====== EXCERPTED DATA
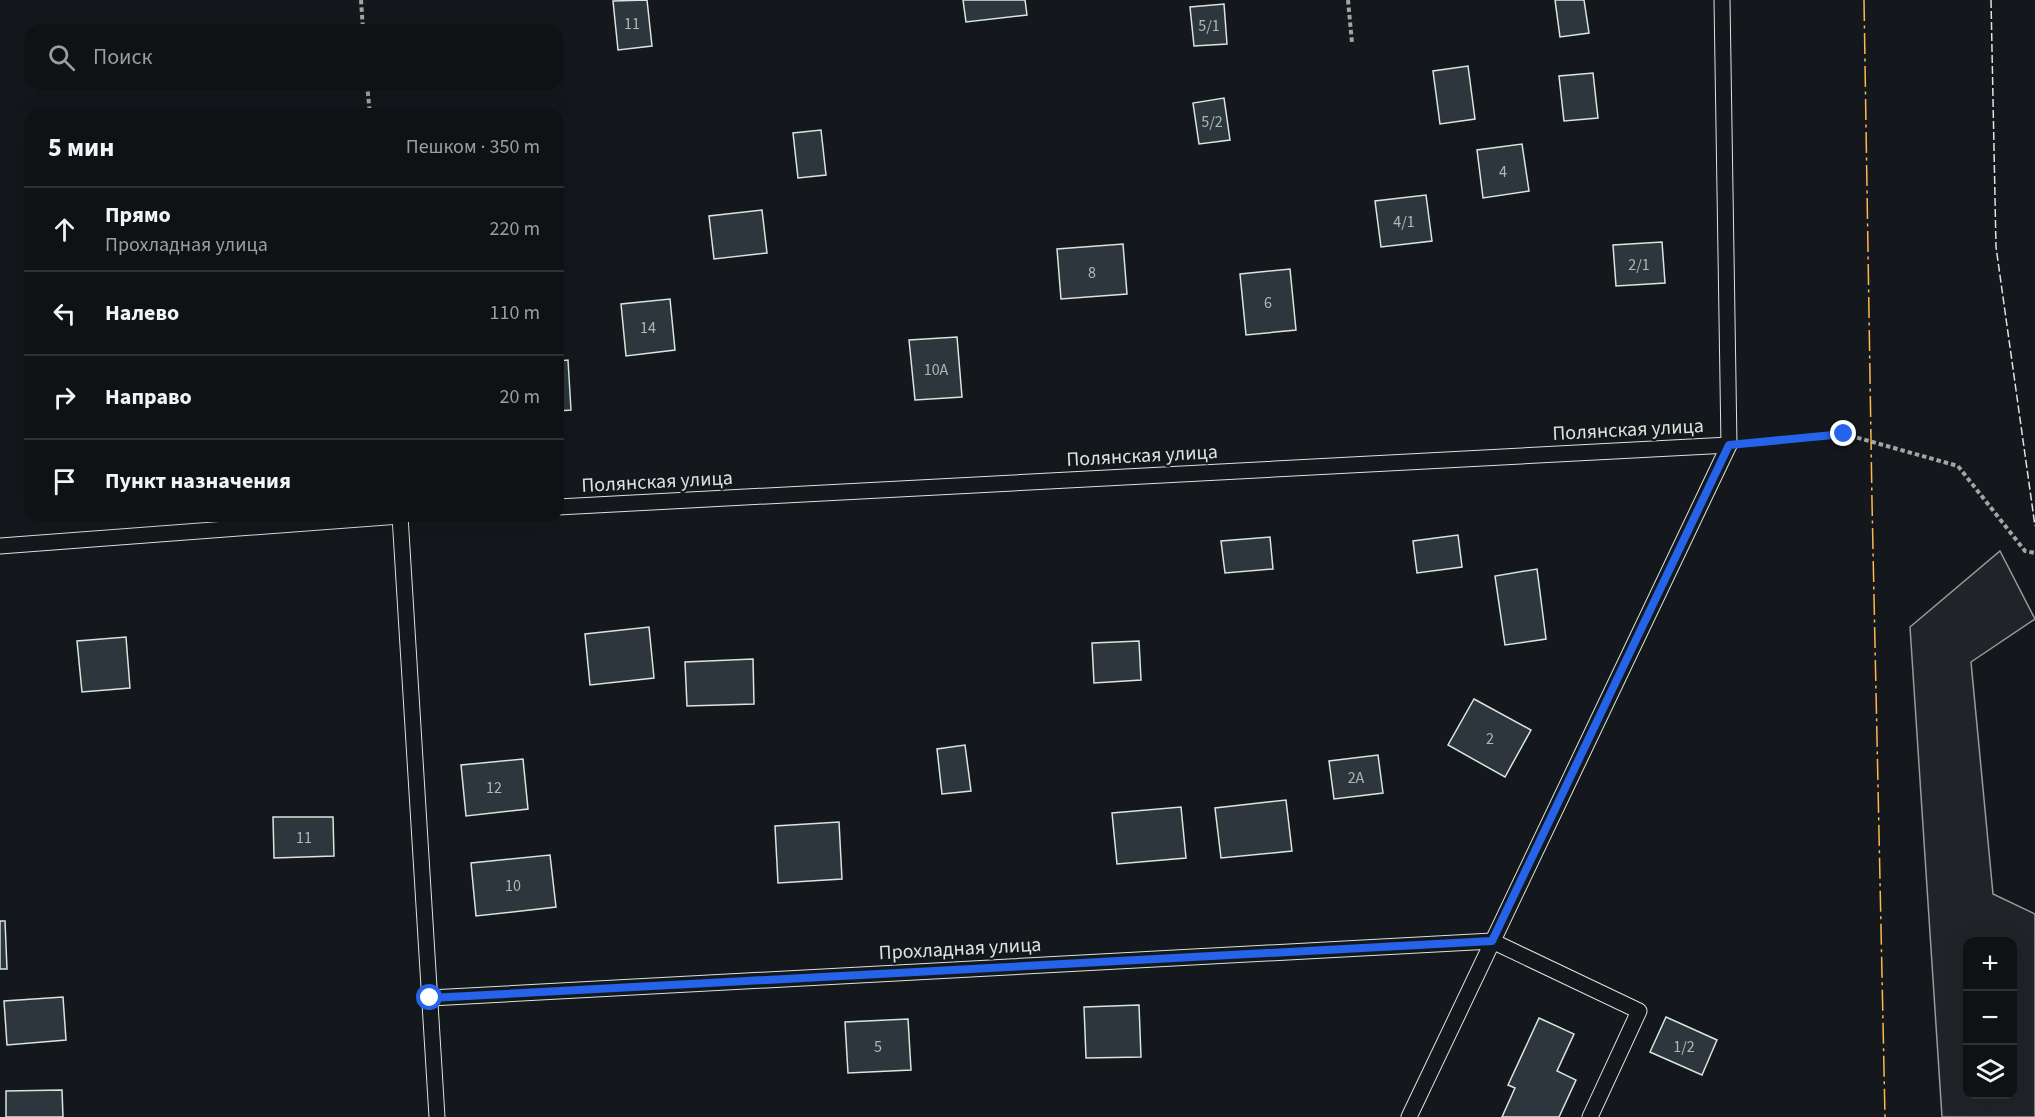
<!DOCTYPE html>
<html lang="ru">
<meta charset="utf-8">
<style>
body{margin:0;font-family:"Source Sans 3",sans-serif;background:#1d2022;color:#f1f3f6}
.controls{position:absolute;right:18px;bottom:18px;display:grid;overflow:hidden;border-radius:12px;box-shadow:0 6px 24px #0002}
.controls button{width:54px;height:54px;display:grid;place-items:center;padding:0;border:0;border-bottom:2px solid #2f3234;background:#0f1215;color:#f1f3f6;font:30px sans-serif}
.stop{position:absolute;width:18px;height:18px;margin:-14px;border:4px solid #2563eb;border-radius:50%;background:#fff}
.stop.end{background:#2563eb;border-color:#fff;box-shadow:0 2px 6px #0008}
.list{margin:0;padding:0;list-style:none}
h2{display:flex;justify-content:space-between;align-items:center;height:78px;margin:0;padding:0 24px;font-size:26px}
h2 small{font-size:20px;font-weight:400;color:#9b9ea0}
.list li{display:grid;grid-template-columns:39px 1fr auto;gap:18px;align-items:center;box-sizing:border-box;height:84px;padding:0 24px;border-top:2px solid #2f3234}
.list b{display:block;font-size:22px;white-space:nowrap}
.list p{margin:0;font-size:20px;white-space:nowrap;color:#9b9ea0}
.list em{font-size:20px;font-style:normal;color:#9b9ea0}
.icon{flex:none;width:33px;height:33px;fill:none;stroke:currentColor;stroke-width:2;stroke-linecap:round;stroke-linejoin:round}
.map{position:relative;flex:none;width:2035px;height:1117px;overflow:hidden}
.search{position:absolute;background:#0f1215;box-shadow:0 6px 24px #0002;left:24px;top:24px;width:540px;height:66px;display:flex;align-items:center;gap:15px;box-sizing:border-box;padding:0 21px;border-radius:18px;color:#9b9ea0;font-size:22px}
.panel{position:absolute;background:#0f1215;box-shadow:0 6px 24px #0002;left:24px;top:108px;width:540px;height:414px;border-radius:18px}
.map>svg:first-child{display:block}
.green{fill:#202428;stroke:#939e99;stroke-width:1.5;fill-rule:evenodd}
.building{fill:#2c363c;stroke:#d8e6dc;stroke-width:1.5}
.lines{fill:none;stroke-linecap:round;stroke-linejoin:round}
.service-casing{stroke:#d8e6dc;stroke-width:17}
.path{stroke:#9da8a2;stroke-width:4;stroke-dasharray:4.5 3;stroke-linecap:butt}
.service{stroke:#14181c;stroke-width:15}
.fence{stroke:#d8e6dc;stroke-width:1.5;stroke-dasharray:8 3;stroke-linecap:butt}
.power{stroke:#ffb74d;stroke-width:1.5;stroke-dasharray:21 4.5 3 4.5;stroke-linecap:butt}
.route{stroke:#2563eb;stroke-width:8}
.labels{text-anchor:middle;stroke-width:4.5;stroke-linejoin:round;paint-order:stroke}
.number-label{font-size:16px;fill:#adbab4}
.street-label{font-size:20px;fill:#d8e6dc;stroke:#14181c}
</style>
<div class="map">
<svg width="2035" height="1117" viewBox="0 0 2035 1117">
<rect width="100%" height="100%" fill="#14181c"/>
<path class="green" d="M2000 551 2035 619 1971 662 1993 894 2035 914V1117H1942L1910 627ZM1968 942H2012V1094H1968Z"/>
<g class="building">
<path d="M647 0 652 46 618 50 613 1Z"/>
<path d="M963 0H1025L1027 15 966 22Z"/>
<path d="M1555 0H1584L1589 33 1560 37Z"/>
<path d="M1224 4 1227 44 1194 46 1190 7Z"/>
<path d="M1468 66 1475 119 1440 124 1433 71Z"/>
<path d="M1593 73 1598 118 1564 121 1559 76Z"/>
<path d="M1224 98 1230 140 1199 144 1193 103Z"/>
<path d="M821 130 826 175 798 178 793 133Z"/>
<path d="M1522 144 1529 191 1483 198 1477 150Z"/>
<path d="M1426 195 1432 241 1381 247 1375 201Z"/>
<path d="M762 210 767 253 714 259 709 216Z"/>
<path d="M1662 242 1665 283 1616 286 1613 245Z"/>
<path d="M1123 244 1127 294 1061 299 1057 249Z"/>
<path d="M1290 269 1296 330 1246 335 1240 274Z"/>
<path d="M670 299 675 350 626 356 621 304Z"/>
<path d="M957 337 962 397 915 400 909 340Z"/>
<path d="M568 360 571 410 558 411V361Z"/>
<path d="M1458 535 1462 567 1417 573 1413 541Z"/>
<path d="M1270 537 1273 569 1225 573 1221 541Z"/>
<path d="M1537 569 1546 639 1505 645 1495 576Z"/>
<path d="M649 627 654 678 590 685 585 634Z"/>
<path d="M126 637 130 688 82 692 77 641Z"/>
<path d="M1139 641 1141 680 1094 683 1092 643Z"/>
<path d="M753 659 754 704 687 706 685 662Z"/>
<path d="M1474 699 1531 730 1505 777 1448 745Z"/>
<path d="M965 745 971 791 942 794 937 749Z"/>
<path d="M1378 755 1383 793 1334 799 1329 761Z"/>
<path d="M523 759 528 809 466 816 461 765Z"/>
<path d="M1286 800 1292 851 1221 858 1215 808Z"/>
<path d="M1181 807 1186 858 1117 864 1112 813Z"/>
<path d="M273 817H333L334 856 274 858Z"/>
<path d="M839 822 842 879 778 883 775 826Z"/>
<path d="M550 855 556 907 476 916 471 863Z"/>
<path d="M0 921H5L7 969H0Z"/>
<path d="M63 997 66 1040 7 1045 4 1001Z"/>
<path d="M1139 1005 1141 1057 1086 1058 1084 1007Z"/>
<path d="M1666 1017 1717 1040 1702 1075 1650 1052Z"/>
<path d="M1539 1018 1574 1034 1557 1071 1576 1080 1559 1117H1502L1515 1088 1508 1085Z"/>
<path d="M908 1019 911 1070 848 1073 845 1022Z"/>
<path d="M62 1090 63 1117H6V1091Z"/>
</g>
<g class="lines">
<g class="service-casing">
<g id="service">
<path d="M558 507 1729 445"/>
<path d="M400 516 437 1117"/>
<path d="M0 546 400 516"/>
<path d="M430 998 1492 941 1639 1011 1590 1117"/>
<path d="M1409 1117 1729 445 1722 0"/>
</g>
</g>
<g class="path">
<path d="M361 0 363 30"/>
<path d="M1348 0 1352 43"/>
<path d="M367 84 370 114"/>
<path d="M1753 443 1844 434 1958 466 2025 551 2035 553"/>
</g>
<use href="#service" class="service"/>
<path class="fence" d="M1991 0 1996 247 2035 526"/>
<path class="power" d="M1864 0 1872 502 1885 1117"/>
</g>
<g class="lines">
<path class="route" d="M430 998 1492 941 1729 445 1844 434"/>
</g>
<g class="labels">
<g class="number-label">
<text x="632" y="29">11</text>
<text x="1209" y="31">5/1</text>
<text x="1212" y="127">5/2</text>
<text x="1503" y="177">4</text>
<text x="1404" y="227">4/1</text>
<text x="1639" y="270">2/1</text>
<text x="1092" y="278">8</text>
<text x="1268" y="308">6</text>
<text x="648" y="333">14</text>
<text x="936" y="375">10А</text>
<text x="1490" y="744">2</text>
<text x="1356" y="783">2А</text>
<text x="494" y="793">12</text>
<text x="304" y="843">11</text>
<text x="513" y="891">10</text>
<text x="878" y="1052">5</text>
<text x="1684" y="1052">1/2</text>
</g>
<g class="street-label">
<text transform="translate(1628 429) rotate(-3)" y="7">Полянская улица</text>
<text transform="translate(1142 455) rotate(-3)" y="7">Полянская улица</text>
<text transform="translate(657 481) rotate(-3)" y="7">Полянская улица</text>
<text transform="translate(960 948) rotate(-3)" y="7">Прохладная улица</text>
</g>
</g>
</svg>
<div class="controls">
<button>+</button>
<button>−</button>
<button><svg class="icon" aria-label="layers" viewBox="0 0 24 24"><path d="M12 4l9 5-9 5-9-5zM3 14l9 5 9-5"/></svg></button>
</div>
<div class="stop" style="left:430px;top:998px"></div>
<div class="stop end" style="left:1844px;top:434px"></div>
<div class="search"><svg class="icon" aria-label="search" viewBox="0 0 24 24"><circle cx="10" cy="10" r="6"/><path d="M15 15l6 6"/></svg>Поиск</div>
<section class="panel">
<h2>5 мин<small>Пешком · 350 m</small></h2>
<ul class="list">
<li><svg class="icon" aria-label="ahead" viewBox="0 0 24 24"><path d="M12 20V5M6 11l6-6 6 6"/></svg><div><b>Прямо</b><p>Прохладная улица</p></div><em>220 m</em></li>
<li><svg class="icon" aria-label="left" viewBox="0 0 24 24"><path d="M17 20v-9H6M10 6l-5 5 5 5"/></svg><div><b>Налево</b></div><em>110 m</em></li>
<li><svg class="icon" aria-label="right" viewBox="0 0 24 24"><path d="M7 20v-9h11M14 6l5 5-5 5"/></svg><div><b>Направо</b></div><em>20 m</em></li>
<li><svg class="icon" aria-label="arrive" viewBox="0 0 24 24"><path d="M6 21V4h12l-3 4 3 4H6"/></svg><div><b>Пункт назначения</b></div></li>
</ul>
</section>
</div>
============
■ **PROBLEM STATEMENT**: Among the lines above, tally those containing the string "grid" and give only the result.

■ **REPLY**: 3